The data acquisition of the Visual Beams I project plotted many different numbers on a single graph. These numbers represented the reaction forces of whatever weight or force the user put on the beam. Again, these are only numbers and not a visual tool. The beam used, however, was made of a flexible enough plastic so the user could actually see and get a feel for deflection, but no connection between the actual bending and theoretical bending was made.

The purpose of Visual Beams II was to have the user actually see the connection between what happens in reality and what happens on paper when a force is on a beam. As the user applies weight and sees some deflection in the beam, a computerized version of the beam would show that deflection magnified to any extent. In addition, the moment and shear stress diagrams for that load could be seen by clicking to a different window.

It is hard for some students to believe that equations have been made that can model a beam with a force on it. Similarly, some students have trouble visualizing what kind of deflection or stresses a force can create. With the aid the Visual Beams, these problems and many more will be solved.

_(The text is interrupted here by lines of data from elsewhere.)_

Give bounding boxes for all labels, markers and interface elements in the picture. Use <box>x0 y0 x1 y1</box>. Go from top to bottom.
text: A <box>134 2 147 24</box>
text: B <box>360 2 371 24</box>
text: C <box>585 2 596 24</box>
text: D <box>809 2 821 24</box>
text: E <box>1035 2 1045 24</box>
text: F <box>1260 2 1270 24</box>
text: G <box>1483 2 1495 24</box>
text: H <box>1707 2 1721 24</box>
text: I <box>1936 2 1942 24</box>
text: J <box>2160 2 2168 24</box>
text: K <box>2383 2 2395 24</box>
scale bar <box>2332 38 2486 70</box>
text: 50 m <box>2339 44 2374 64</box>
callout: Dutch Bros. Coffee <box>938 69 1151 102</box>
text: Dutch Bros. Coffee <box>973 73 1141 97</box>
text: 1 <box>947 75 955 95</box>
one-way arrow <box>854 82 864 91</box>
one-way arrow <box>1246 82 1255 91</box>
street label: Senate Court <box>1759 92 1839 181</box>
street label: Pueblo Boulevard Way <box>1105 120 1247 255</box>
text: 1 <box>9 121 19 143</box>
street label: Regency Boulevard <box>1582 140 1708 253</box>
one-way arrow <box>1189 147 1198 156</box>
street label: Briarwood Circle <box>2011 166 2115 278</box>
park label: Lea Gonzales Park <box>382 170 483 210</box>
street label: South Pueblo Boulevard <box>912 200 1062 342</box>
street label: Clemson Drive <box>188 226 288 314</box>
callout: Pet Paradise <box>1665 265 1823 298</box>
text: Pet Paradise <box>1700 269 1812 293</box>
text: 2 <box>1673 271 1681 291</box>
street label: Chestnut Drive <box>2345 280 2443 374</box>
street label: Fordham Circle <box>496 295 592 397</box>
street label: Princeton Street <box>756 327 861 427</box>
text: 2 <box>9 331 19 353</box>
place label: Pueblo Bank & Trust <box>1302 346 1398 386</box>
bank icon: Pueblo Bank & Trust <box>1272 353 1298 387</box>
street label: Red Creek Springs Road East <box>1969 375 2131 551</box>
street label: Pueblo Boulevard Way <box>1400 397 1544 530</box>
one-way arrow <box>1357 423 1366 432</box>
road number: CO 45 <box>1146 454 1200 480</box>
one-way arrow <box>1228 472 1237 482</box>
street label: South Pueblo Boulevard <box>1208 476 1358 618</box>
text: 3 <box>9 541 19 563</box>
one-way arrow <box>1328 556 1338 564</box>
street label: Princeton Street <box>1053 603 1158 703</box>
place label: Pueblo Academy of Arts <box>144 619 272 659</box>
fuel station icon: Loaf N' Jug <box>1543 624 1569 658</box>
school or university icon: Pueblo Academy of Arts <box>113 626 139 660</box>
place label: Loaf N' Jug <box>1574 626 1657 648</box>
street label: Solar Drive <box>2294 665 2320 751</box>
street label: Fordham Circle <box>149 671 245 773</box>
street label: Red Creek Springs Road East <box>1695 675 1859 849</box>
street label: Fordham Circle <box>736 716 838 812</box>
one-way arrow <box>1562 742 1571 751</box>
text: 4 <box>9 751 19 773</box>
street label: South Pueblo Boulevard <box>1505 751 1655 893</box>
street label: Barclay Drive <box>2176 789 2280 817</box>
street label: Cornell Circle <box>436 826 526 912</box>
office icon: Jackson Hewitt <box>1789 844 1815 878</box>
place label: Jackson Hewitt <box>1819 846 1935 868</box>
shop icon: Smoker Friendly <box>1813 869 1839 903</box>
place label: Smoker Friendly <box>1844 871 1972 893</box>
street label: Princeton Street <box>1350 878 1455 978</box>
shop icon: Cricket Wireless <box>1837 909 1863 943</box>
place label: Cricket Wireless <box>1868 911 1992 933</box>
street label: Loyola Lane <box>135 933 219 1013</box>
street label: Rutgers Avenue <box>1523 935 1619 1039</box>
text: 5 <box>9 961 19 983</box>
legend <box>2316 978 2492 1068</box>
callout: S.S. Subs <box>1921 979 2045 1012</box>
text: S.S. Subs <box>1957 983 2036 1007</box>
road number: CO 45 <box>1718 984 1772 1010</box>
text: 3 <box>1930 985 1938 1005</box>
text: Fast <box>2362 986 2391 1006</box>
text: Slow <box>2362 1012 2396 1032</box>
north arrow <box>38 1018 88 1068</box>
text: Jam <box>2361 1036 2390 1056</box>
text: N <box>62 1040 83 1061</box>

In order to accomplish the goal of Visual Beams II, many tasks needed to be completed.

MECHANICAL DESIGN

Knowing the beam is simply supported, the actual mechanical design had to be as ideal as possible. In a simply supported beam one support must be a pivot and the other support must be a roller. The beam needed to be able to pivot and slide without friction. Below is a schematic of the engineering model.

A specialty hinge was designed to accomplish the task of a pivot and a support for the load cell. The hinge is a simple pin joint, but is designed to support both the slider, and the load cell. It was also designed to resist any forces applied normal to the side view.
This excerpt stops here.